Visualization of long-term model predictions from four state-of-the-art probabilistic system identification methods. The observed system output time series (blue) is displayed together with the model's predictive distribution (mean +/- 2 std in red). Results from the proposed Multi-Step Gaussian Process (MSGP) [ ] optimization scheme are shown in the bottom right plot.

Andreas Doerr (Project Leader),
Sebastian Trimpe (Project Leader),
Stefan Schaal,
Christian Daniel
(Bosch Center for Artificial Intelligence),
Duy Nguyen-Tuong
(Bosch Center for Artificial Intelligence),
Marc Toussaint
(Machine Learning & Robotics Lab)

Model-based Reinforcement Learning (RL) algorithms make efficient use of the observed system interaction data by constructing a model of the underlying dynamics.
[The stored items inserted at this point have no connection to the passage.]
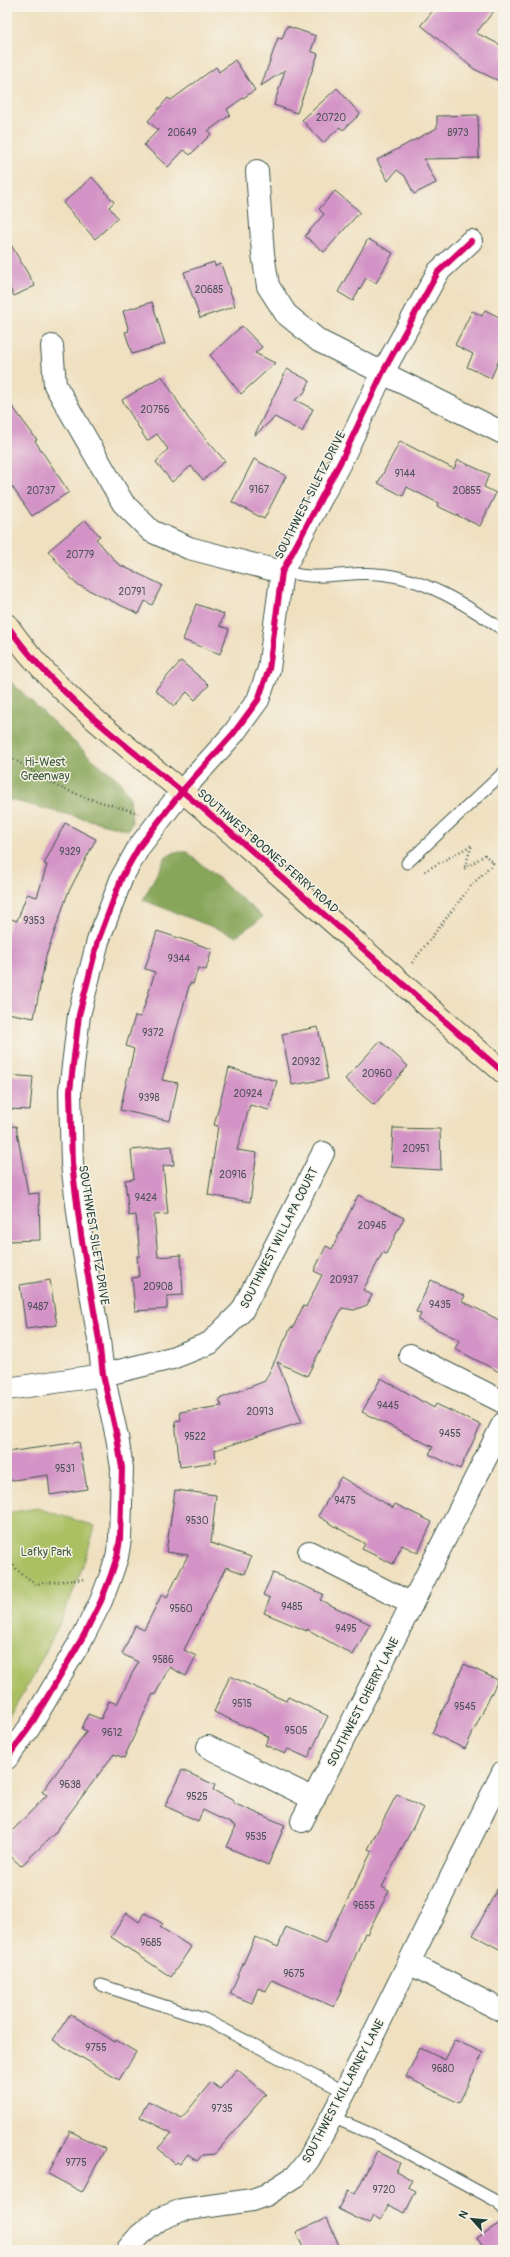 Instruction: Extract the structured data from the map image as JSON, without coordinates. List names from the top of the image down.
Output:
{
  "streets": {
    "main road": ["SOUTHWEST BOONES FERRY ROAD"],
    "street": [
      "SOUTHWEST SILETZ DRIVE",
      "SOUTHWEST WILLAPA COURT",
      "SOUTHWEST CHERRY LANE",
      "SOUTHWEST KILLARNEY LANE"
    ]
  },
  "crossings": [
    ["SOUTHWEST SILETZ DRIVE", "SOUTHWEST BOONES FERRY ROAD"],
    ["SOUTHWEST SILETZ DRIVE", "SOUTHWEST WILLAPA COURT"]
  ],
  "parks": ["Hi-West Greenway", "Lafky Park"],
  "house_numbers": [
    "20720",
    "20649",
    "8973",
    "20685",
    "20756",
    "9144",
    "9167",
    "20737",
    "20855",
    "20779",
    "20791",
    "9329",
    "9353",
    "9344",
    "9372",
    "20932",
    "20960",
    "20924",
    "9398",
    "20951",
    "20916",
    "9424",
    "20945",
    "20937",
    "20908",
    "9435",
    "9487",
    "9445",
    "20913",
    "9455",
    "9522",
    "9531",
    "9475",
    "9530",
    "9485",
    "9560",
    "9495",
    "9586",
    "9515",
    "9545",
    "9505",
    "9612",
    "9638",
    "9525",
    "9535",
    "9655",
    "9685",
    "9675",
    "9755",
    "9680",
    "9735",
    "9775",
    "9720"
  ],
  "north": "top left"
}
Data-efficiency has been shown to greatly improve over model-free (e.g. policy gradient) or value function based methods. At the same time, incorporation of uncertainty is essential to mitigate effects of sparse and non i.i.d. data and prevent model bias.

Learning probabilistic predictive models from time-series data on real systems is however a challenging task due to noise and delays, unobserved system states, and complex, non-linear, and potentially discontinuous dynamics (e.g. friction and stiction in joints).

In this branch of work, we strive to optimize the model learning process by leveraging structure from the subsequent RL problem. The RL problem is expressed by the expected, discounted cost to go, given by

\begin{equation}

J = \min \mathbb{E}_{p(y_{1:T} \mid x_0, \theta_\pi)} \{ \sum_{t=0}^T \gamma^t c(x_t, u_t) \}\,,

\label{eq:cost}

\end{equation}

with cost function $c(\cdot, \cdot)$ on system state $x_t$ and action $u_t$. The expectation is taken over the predicted system output $y_t$ over a finite horizon $T$ when starting in the initial state $x_0$ and executing a policy $\pi$, parametrized by $\theta_\pi$.

In [ ], we exploit three main ideas to improve model learning in particular for model-based RL:

- Optimize for long-term predictions given a feedback policy.
- Restrict model learning to the input manifold reachable by the specific policy.
- Incorporate the approximations made for computing the expected discounted cost into the model learning.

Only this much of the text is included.